Août 2017
Alors que la crise politique se poursuit au Brésil, la grande anthropologue brésilienne
dresse un état des lieux pour les indiens du Brésil
Les indiens cernés par la crise politique au Brésil
Manuela Carneiro da Cunha
Anthropologue, professeur émérite de l’Université de Chicago et de l’Université de São Paulo,
membre du réseau des experts du GITPA pour le Brésil

Le Brésil se targue d’une Constitution Citoyenne qui met à l’honneur les droits humains et la protection de l’environnement. À l’issue de deux décennies de dictature militaire, cette Constitution proclamée en 1988 affirmait l’espoir d’un régime de justice et de démocratie. En ces quelques trente ans, elle a subi toutes sortes d’entorses : les lois sont enfreintes, comme de tout temps; mais, plus grave encore, des amendements constitutionnels et des décrets cherchent à la défigurer.
Des conflits endémiques.
Un grand nombre de conflits porte sur les terres et leurs formes d'exploitation. Les terres hors du marché foncier sont particulièrement visées. Ainsi les territoires attribués aux Amérindiens, aux descendants de noirs marrons, les quilombolas ou encore les terres de la Réforme agraire, sont dans la ligne de mire de ces nouvelles mesures.
En Amazonie, les grileiros, qui s’arrogent illégalement des terres grâce à des documents forgés de toutes pièces, les exploitants forestiers illégaux, pilleurs de bois noble, qui sévissent dans la région avec des méthodes de plus en plus sophistiquées, les orpailleurs et les intérêts miniers se glissent un peu partout dans les terres protégées. L’agrobusiness quant à lui réclame de nouveaux espaces pour ses activités. Déjà il occupe la majeure partie de cet autre écosystème précieux qu’est le cerrado et il empiète fortement sur l’Amazonie orientale, surtout dans l’État du Pará.
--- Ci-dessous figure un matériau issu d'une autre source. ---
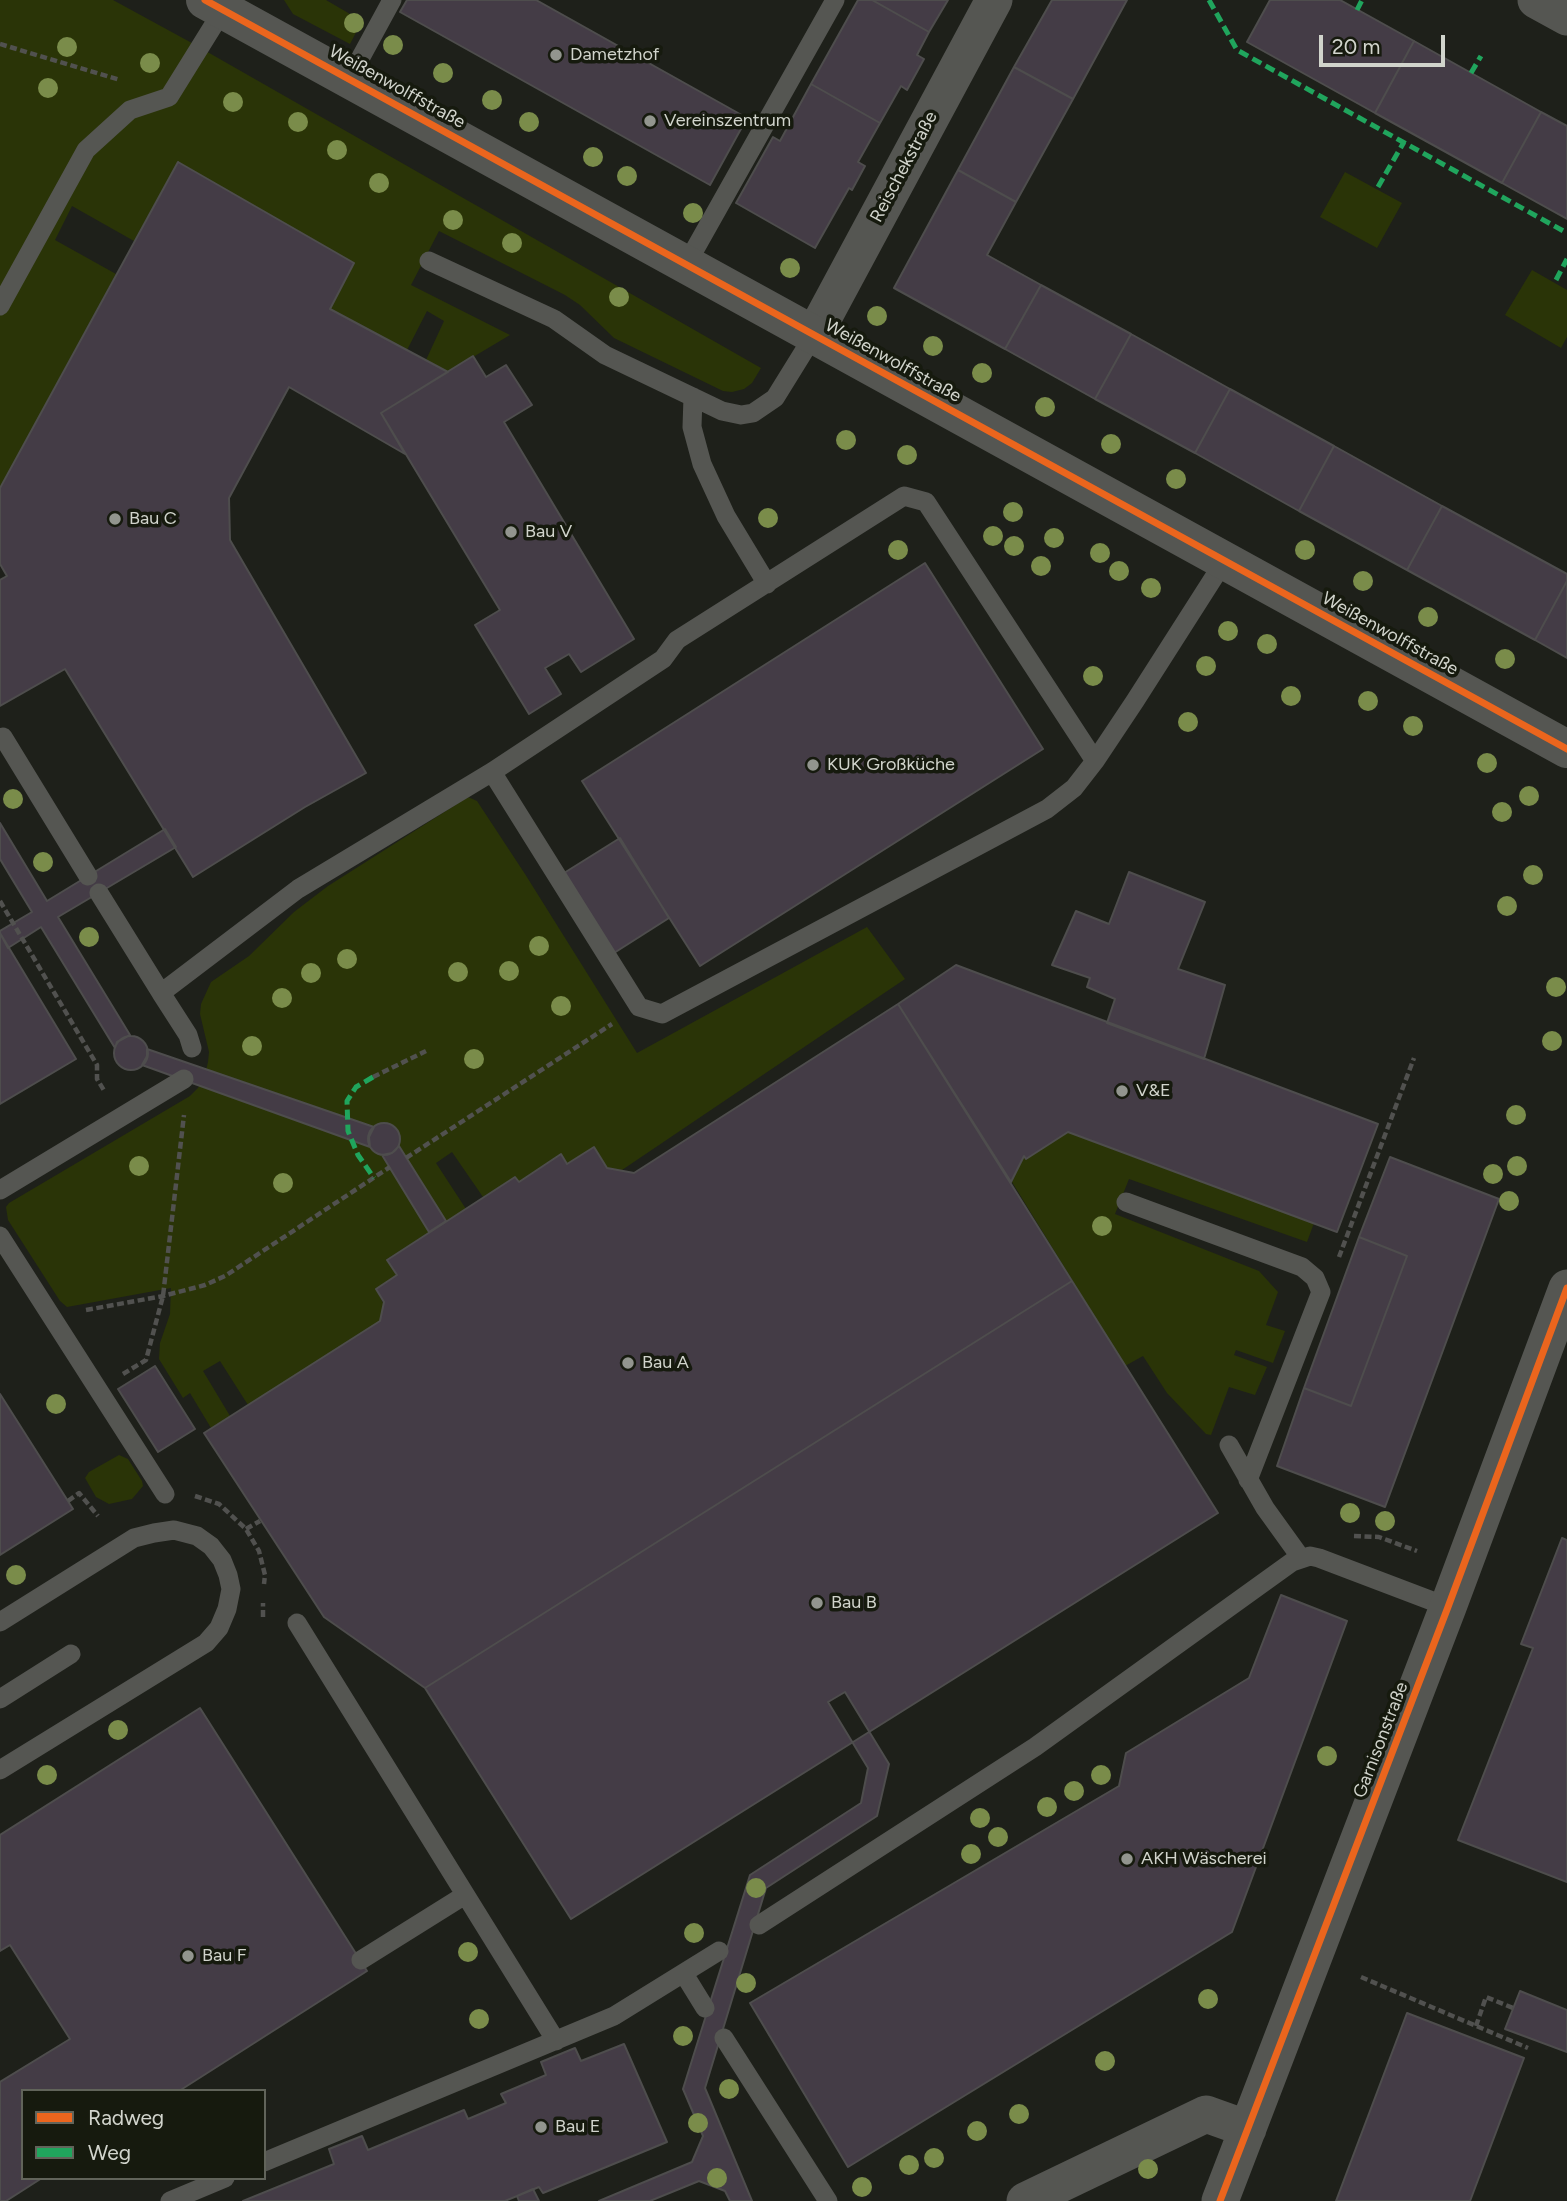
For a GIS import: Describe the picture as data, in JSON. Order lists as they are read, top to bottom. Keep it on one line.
{"streets":{"street":["Weißenwolffstraße","Reischekstraße","Garnisonstraße"]},"crossings":[["Weißenwolffstraße","Reischekstraße"]],"places":["Dametzhof","Vereinszentrum","Bau C","Bau V","KUK Großküche","V&E","Bau A","Bau B","AKH Wäscherei","Bau F","Bau E"],"legend":["Radweg","Weg"],"scale_bar":"20 m"}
Les conflits ont aussi des sources plus lointaines. Ainsi la région centre-ouest du pays, qui comprend le Mato Grosso du Sud et l’ouest du Paraná, a été « colonisée » sous la poussée de l’État, dans les années 1940. Les peuples guarani ont été violemment délogés et parqués dans de petites réserves. Depuis plusieurs décennies, ils cherchent à récupérer leurs terres traditionnelles. Les propriétaires terriens, appuyés par des milices privées, les combattent. Les assassinats se succèdent. On peut suivre cette tragédie dans l’admirable film récent de Vincent Carelli, « Martyre ». Les conflits sont endémiques et pas seulement le fait des envahisseurs de terres publiques. Lors des débats à propos de la Constitution de 1988, l’industrie minière et ceux qui étaient intéressés pour des raisons diverses dans les travaux d’infrastructure s'opposaient déjà aux droits des Amérindiens. On peut depuis peu chiffrer les très profitables pots de vins impliqués dans des barrages et donc les liens entre les partis politiques et les promoteurs de ce qu’on appelle encore au Brésil le « développement ».
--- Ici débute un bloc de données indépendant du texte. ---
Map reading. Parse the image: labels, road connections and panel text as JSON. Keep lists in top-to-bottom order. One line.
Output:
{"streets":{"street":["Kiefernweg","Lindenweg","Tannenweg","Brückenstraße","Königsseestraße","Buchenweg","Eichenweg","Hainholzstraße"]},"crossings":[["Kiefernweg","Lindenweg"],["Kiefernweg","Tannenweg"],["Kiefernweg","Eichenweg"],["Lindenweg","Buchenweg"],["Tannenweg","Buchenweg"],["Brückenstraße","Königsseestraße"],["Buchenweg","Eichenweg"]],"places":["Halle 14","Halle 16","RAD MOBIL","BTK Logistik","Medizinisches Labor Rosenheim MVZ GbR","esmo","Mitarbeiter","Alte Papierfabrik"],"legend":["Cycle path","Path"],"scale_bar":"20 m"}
Empiétant à chaque fois directement sur des territoires amérindiens, la politique des barrages au Brésil date des années 1970 et de la période de dictature militaire. Elle est particulièrement importante pour l’industrie minière et pour l’agrobusiness. Reprise vers la fin du second mandat du président Lula, avec le barrage de Belo Monte sur le Xingu et deux barrages sur le fleuve Madeira, elle a à nouveau déplacé plusieurs sociétés indiennes. L’actuelle crise économique a mis en veilleuse un projet de cinq grands barrages sur le bassin du Tapajós, qui affecteraient directement les indiens Munduruku.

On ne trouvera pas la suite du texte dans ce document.